Florida-based Memorial Healthcare System is notifying nearly 9,500 patients that a recent data breach might have exposed their personal information, CMIO reports (Byers, CMIO, 4/13).
Details on the Breach
On Jan. 27, MHS discovered that two employees improperly accessed patient data with the intent of filing false tax returns. Although no medical records were taken, MHS officials said the employees could have accessed patients':
- Dates of birth; and
- Social Security numbers (LaFave Grace, Modern Healthcare, 4/13).
Kerting Baldwin, a spokesperson for the five-hospital system, did not indicate whether any of the notified patients had experienced identity theft (LaMendola/Gehrke-White, South Florida Sun Sentinel, 4/13).
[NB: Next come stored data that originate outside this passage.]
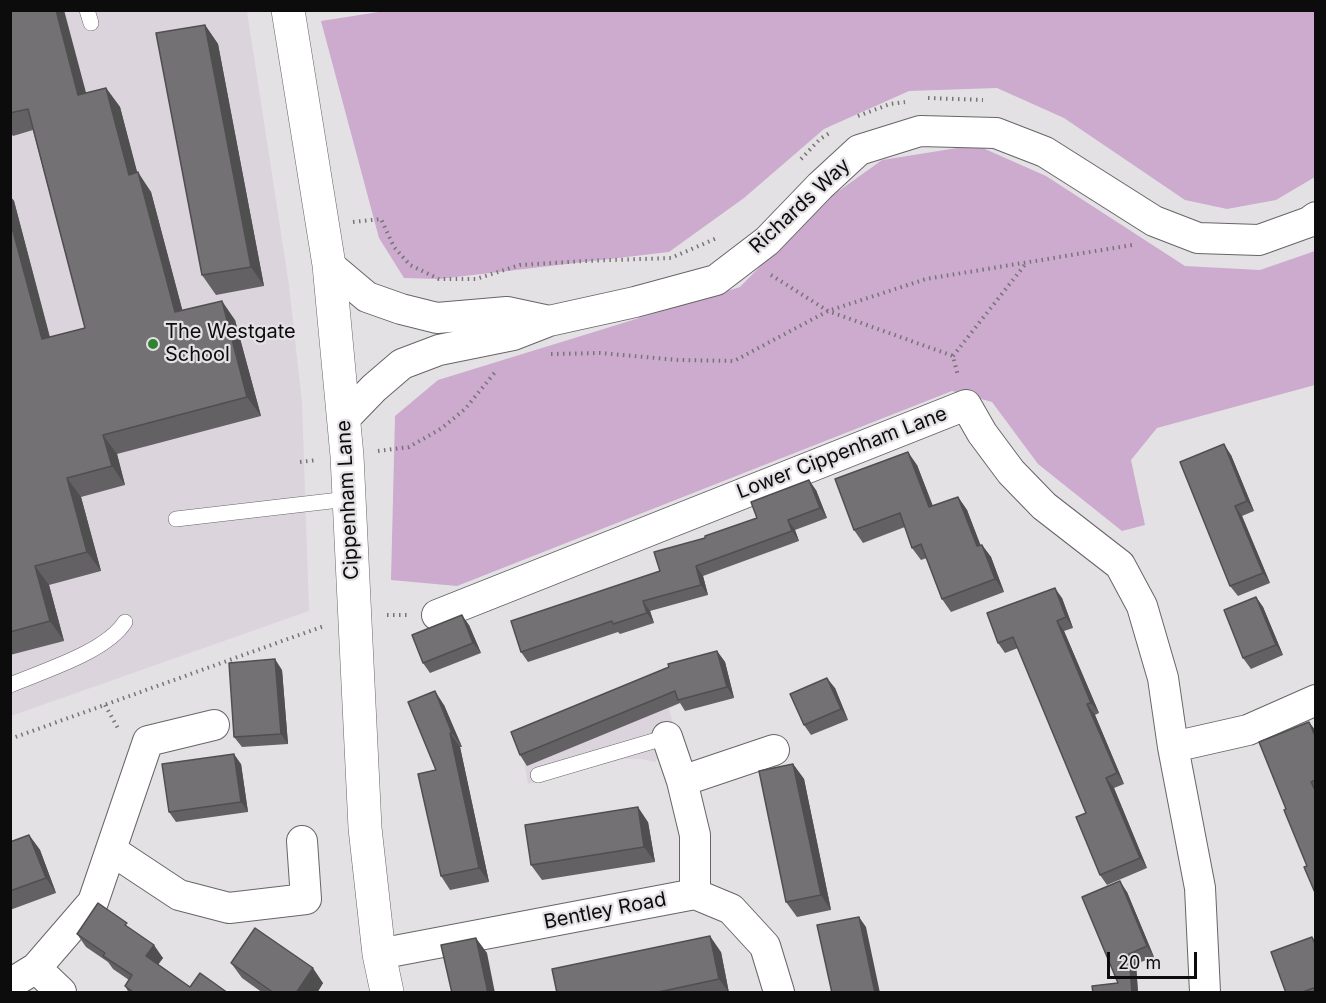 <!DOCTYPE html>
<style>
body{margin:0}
#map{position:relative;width:1326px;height:1003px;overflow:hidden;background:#e4e1e5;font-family:Inter,sans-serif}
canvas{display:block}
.frame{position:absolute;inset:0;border:12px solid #0d0c0d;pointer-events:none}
.scale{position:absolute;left:1107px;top:952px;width:90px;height:27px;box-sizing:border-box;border:3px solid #0d0c0d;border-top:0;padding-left:8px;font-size:18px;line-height:21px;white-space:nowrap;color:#0d0c0d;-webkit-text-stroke:4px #e4e1e5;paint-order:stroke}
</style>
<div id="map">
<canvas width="1326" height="1003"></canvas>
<div class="frame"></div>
<div class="scale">20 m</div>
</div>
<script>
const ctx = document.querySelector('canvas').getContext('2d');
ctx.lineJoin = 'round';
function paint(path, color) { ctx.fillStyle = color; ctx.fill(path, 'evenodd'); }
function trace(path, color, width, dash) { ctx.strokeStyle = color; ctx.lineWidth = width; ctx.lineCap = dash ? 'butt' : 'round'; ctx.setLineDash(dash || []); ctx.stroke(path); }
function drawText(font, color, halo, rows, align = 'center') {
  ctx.font = font + ' Inter,sans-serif'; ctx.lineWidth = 4.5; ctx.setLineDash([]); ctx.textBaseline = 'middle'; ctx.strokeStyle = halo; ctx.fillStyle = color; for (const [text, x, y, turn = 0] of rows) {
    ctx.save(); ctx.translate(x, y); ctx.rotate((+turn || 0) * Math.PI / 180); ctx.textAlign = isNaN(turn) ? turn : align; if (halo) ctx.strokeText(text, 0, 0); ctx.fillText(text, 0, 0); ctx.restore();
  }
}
paint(new Path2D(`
 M10,11H247L289,285L302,402L309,611L11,716Z
 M603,695L681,703L669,709L677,737L655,762L641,759H624L528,784L524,761L515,734Z`), '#dcd4dd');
paint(new Path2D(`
 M385,11H1315V177L1276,200L1227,209L1185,200L1064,118L997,88L909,91L824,129L744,198L669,252L439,279L404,278L379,238L321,21Z
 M976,145L1046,176L1185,266L1260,270L1315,251V385L1157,428L1131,460L1145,525L1122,531L1038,464L992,402L952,391L457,586L391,580L395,416L438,380L740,287L822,203L882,160Z`), '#ccabce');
const lane = new Path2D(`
 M87,10L91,23
 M176,519L348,499
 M10,685C43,671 106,652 125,622
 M538,775L667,737`);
const street = new Path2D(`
 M329,265L367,297L401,309L437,318L507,312L549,321
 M344,419L374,388L402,364L439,350L513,335L549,321L635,302L716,280L767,241L820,186L859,150L920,131L996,133L1045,152L1154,221L1198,238L1259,240L1309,222L1316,217
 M437,615L966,405L982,433L1011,472L1044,506L1120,565L1142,606L1163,678L1173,747L1200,888L1205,992
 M667,737L682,781L695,835V894
 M1173,747L1248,730L1316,700
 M682,781L774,750
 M111,850L179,895L229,908L306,899L302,841
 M379,954L695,894L731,909L765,946L779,992
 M36,968L61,992
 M10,984L36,968L93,902L148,741L214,725`);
const secondary = new Path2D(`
 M288,10L329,265L347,456L365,828L379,954L387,992`);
trace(lane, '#676568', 16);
trace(street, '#676568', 32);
trace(secondary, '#676568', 34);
trace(new Path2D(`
 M928,98L983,100
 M858,116L890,104L905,102
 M801,159L820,139L831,132
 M353,222L381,219L394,247L410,265L439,279H476L520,265L584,261L671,258L717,238
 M771,275L828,311L953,356L958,376
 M551,354L600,353L678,360L734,361L828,311L926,279L1132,245L1134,242
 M953,356L1027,262
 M378,451L409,447L442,428L465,409L496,371
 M300,462L317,460
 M387,615H409
 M105,705L119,730
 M10,739L324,626`), '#767476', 4, [1.5, 4.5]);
trace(lane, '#fff', 15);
trace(street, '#fff', 30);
trace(secondary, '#fff', 33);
paint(new Path2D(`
 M10,10L86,93L106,88L120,107L137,173L151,192L182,310L235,320L261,416L117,454L125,485L81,497L101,571L49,585L64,641L10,655V196L14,201L50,337L85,328L33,130L13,136L10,132Z
 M205,25L218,44L264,286L216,295L202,275Z
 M1231,455L1254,511L1242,516L1270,583L1238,596L1230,586Z
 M917,465L933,506L958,497L967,510L980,545H982L991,557L1004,592L951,612L942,599L927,558L921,560L912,548L905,527L863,543L854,530Z
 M816,490L827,518L795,530L799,541L703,576L708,595L650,611L654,623L620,634L618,632L528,662L521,652L660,571L705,538L757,518Z
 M1256,597L1263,607L1283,655L1251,669L1243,658Z
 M1062,598L1073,628L1064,631L1099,713L1095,715L1124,784L1114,788L1147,868L1107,885L1100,875L1086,813L1018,648L1005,653L998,643Z
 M469,625L481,653L430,673L423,663Z
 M717,651L725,662L734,698L685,711L680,703L527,766L520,755Z
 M282,670L288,744L242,747L234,737Z
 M835,688L848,720L811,735L804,725Z
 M444,705L462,747H460L489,882L450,890L441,876L436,770Z
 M1316,731V895L1307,866L1286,809Z
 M241,764L248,812L176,822L169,812Z
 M793,764L804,779L831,910L797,917L786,902Z
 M648,822L655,862L542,880L531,865Z
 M29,835L40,850L56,893L10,910V842Z
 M1127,892L1154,957L1136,964L1138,993H1093L1118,983Z
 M131,929L163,958L158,964L190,987L228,993H129L125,986L129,980L113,969L108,962L86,947L77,934Z
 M1316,942V993H1286Z
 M721,952L729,993H557Z
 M231,963L323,983L317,993H263L242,978Z`), '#636163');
paint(new Path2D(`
 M56,10H64L92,115L78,95Z
 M205,25L218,44L264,286L251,267Z
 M106,88L120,107L143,194L129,175Z
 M138,172L151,192L188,331L175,312Z
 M10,196L14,201L55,358L42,339L10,220Z
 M222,301L235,320L261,416L247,397Z
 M103,435L117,454L125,485L112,466Z
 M1224,444L1231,455L1254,511L1247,501Z
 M908,452L917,465L938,520L929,507Z
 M67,478L81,497L101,571L87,552Z
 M809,480L816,490L827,518L820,508Z
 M958,497L967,510L986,559L977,546Z
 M1235,506L1242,516L1270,583L1263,573Z
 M788,520L795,530L799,541L792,531Z
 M982,545L991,557L1004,592L995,579Z
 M35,566L49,585L64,641L50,621Z
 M696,566L703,576L708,595L701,585Z
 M1055,588L1062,598L1073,628L1066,617Z
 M1256,597L1263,607L1283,655L1276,645Z
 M643,601L650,611L654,623L647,613Z
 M462,615L469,625L481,653L473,643Z
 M1057,621L1064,631L1099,713L1091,703Z
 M717,651L725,662L734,698L727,687Z
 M275,659L282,670L288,744L281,734Z
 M827,678L835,688L848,720L841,709Z
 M435,691L444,705L462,747L452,733Z
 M1087,704L1095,715L1124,784L1117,773Z
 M1309,722L1316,731V738Z
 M450,733L460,747L489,882L479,868Z
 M234,754L241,764L248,812L241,802Z
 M793,764L804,779L831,910L821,895Z
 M1106,778L1114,788L1147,868L1140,858Z
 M638,807L648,822L655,862L644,847Z
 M29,835L40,850L56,893L46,878Z
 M1120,881L1127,892L1154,957L1147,946Z
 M859,917L866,927L880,993H875Z
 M710,936L721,952L729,993L719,979Z
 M476,938L487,953L495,993H488Z
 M154,945L163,958L155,969L146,956Z
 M1129,954L1136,964L1138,993H1132Z
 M313,968L323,983L317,993H296Z`), '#504f50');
const building = new Path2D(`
 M10,10H56L78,95L106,88L129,175L138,172L175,312L222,301L247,397L103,435L112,466L67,478L87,552L35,566L50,621L10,632V220L42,339L85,328L28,109L10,113Z
 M205,25L251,267L202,275L156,33Z
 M1224,444L1247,501L1235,506L1263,573L1230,586L1180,462Z
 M908,452L929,507L958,497L977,546L982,545L995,579L942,599L921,544L912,548L900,513L854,530L835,479Z
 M809,480L820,508L788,520L792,531L696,566L701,585L643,601L647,613L613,624L612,621L521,652L511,621L660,571L654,552L705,538V536L757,518L751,502Z
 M1055,588L1066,617L1057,621L1091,703L1087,704L1117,773L1106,778L1140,858L1100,875L1076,817L1086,813L1013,637L998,643L987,613Z
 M1256,597L1276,645L1243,658L1224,610Z
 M462,615L473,643L423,663L412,635Z
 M717,651L727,687L678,700L675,691L520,755L511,732L669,667L668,664Z
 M275,659L281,734L234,737L229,663Z
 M827,678L841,709L804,725L790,694Z
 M435,691L452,733H450L479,868L441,876L418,774L436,770L408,702Z
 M1309,722L1316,738V780L1311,782L1316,792V895L1304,867L1307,866L1284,810L1286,809L1259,742Z
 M234,754L241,802L169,812L162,764Z
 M793,764L821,895L786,902L759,771Z
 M638,807L644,847L531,865L525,825Z
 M29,835L46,878L10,891V842Z
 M1120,881L1147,946L1129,954L1132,993H1093L1092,986L1118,983L1082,897Z
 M98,903L127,923L125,925L154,945L146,956L190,987L200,973L228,993H134L125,986L132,975L103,956L105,953L77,934Z
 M859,917L875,993H832L817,925Z
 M255,928L313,968L296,993H274L231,963Z
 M710,936L719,979L654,993H557L552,969Z
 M1312,937L1316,946V987L1300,993H1286L1271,952Z
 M476,938L488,993H452L441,945Z`);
paint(building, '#737173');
trace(building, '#504f50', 1.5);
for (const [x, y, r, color] of [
 [153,344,6,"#2f8432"]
]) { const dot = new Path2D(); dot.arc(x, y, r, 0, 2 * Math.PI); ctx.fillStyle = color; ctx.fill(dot); trace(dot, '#e4e1e5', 2); }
drawText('20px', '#0d0c0d', '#e4e1e5', [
 ["Richards Way",800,206,-43],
 ["Lower Cippenham Lane",842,453,-21],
 ["Cippenham Lane",348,500,-93],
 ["Bentley Road",605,911,-11]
]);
drawText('20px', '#0d0c0d', '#e4e1e5', [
 ["The Westgate",165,332],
 ["School",165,355]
], 'left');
</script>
Baldwin also did not provide information on whether the patient data were encrypted, citing the ongoing investigation.
Response to the Breach
MHS has fired both employees who inappropriately accessed the patient data. According to Baldwin, the hospital system also is "actively cooperating with law enforcement."
In a statement, MHS said it will provide affected patients with one year of no-cost credit-monitoring services and access to support through a call center.
To prevent future breaches, the health care system said it has "continued to refine its privacy policies, to reinforce with all staff the importance of handling patient information and to enhance many of its auditing controls by taking advantage of recent advances in best-practice technology" (Modern Healthcare, 4/13).